I thought about my lifestyle or rather the cost of it and then about the cost of living of the people I know in other parts of the world – especially my Thai ‘girlfriend’ and the ‘Filipina nurse’.


I had what I thought may be a flash of insight. Maybe not, but at least I think I understand better now what prompts me to be generous (or over-generous, or just plain stupid, depending on your point of view).


One of the best writers on the Stick site talks lovingly of his ‘mia noi’ – his GPS sat nav system. And these things are wonderful. Sometimes they need a little interpretation and human intervention (there was a case last year where a foreign driver of a 44 ton articulated truck got wedged round a bend in a village in my native West Wales and it took two days to get it free) but generally they work fine and – provided the data is available – on a global basis. They work on available data and fixed points of reference.

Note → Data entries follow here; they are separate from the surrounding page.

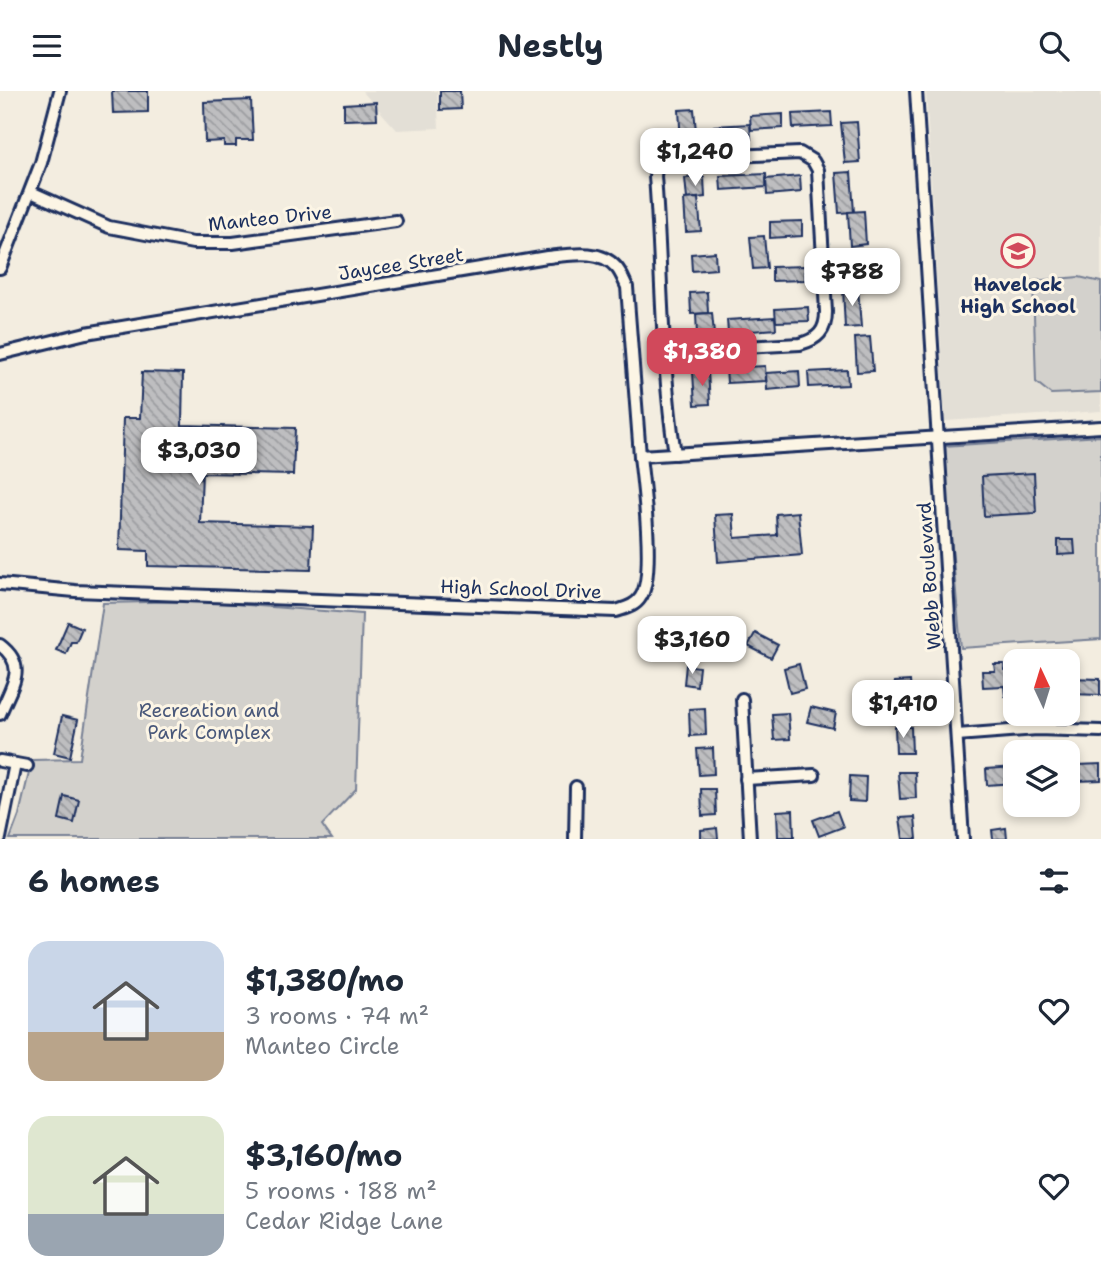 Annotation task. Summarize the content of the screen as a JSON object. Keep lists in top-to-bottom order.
{
  "streets": {
    "street": [
      "Manteo Drive",
      "Jaycee Street",
      "Webb Boulevard",
      "High School Drive"
    ]
  },
  "crossings": [
    ["Jaycee Street", "High School Drive"]
  ],
  "parks": ["Recreation and Park Complex"],
  "places": {
    "school or university": ["Havelock High School"]
  },
  "north": "top",
  "page": {
    "header": "Nestly",
    "price": [
      "$1,240",
      "$788",
      "$1,380",
      "$3,030",
      "$3,160",
      "$1,410"
    ],
    "heading": "6 homes",
    "list": [
      {
        "name": "$1,380/mo",
        "note": "3 rooms · 74 m² · Manteo Circle"
      },
      {
        "name": "$3,160/mo",
        "note": "5 rooms · 188 m² · Cedar Ridge Lane"
      }
    ]
  }
}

And that’s where (maybe) I am going wrong. I just don’t have available to me (well, apart from the Stick and other sites) the available data and reference points to orientate myself. I can’t plug my brain into a USB port and click ‘download updates’. Even if I could, my brain would interrupt the process with questions like ‘why?’ Computers and sat navs do not do that.

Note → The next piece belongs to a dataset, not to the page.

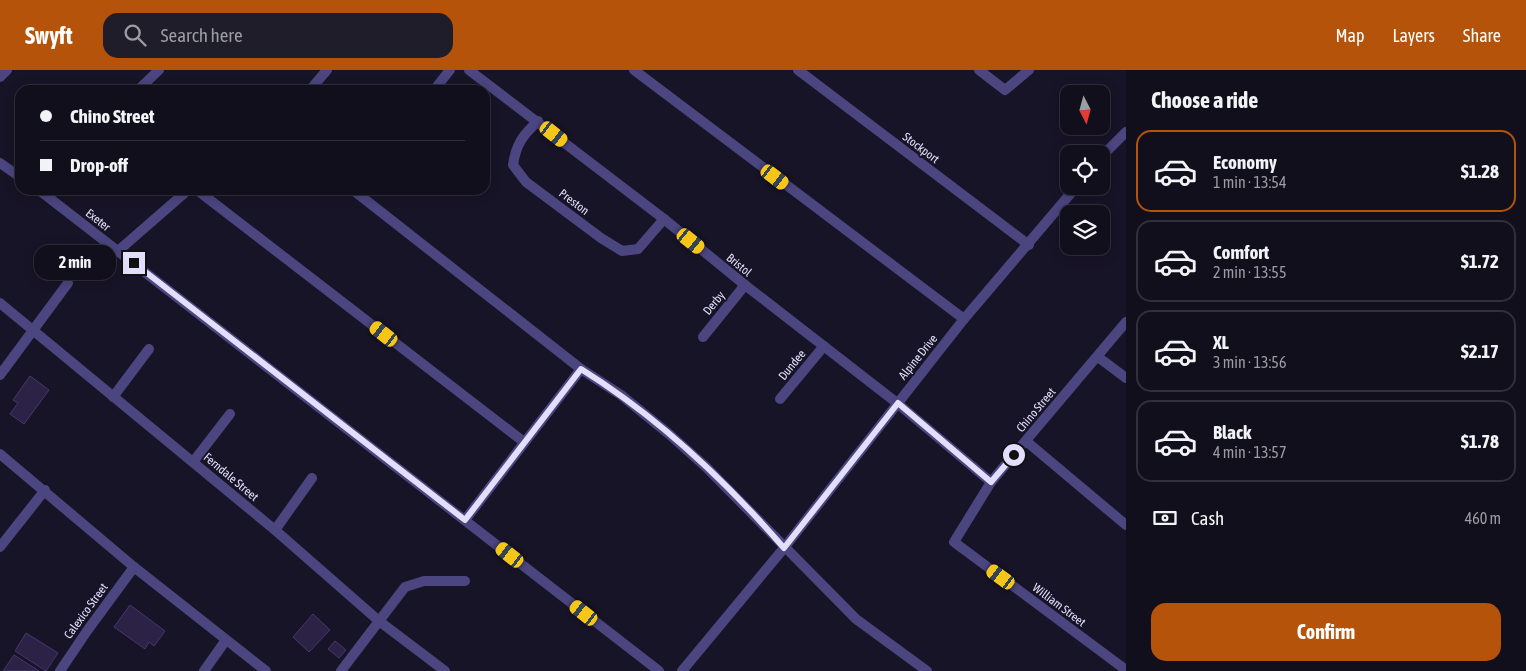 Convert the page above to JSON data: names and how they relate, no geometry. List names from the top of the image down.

Human brains also have a sometimes another annoying trait not encountered with computer chips. Feelings. (Although I swear that my laptop can at times be as temperamental as any woman I have known).


Back to the point. I look at my lifestyle here. I have a two bedroom furnished apartment, air-con, about 75 square meters, a balcony with a 180 degree view of the sea. It costs me, I suppose, with all bills for electricity, water, (daily) rubbish collection, communal swimming pool, phone line and internet, perhaps 600 Euros a month, or about a third of my pension. I have a hypermarket around the corner, several 24/7 ‘kiosks’ (local shops) within five minutes walk, and a number of restaurants, bars and the sea just a couple of hundred of metres away. I pay about 2 Euros or a bit more for a pint of beer, 8 Euros for a litre of local brandy, 3 Euros for a packet of cigarettes.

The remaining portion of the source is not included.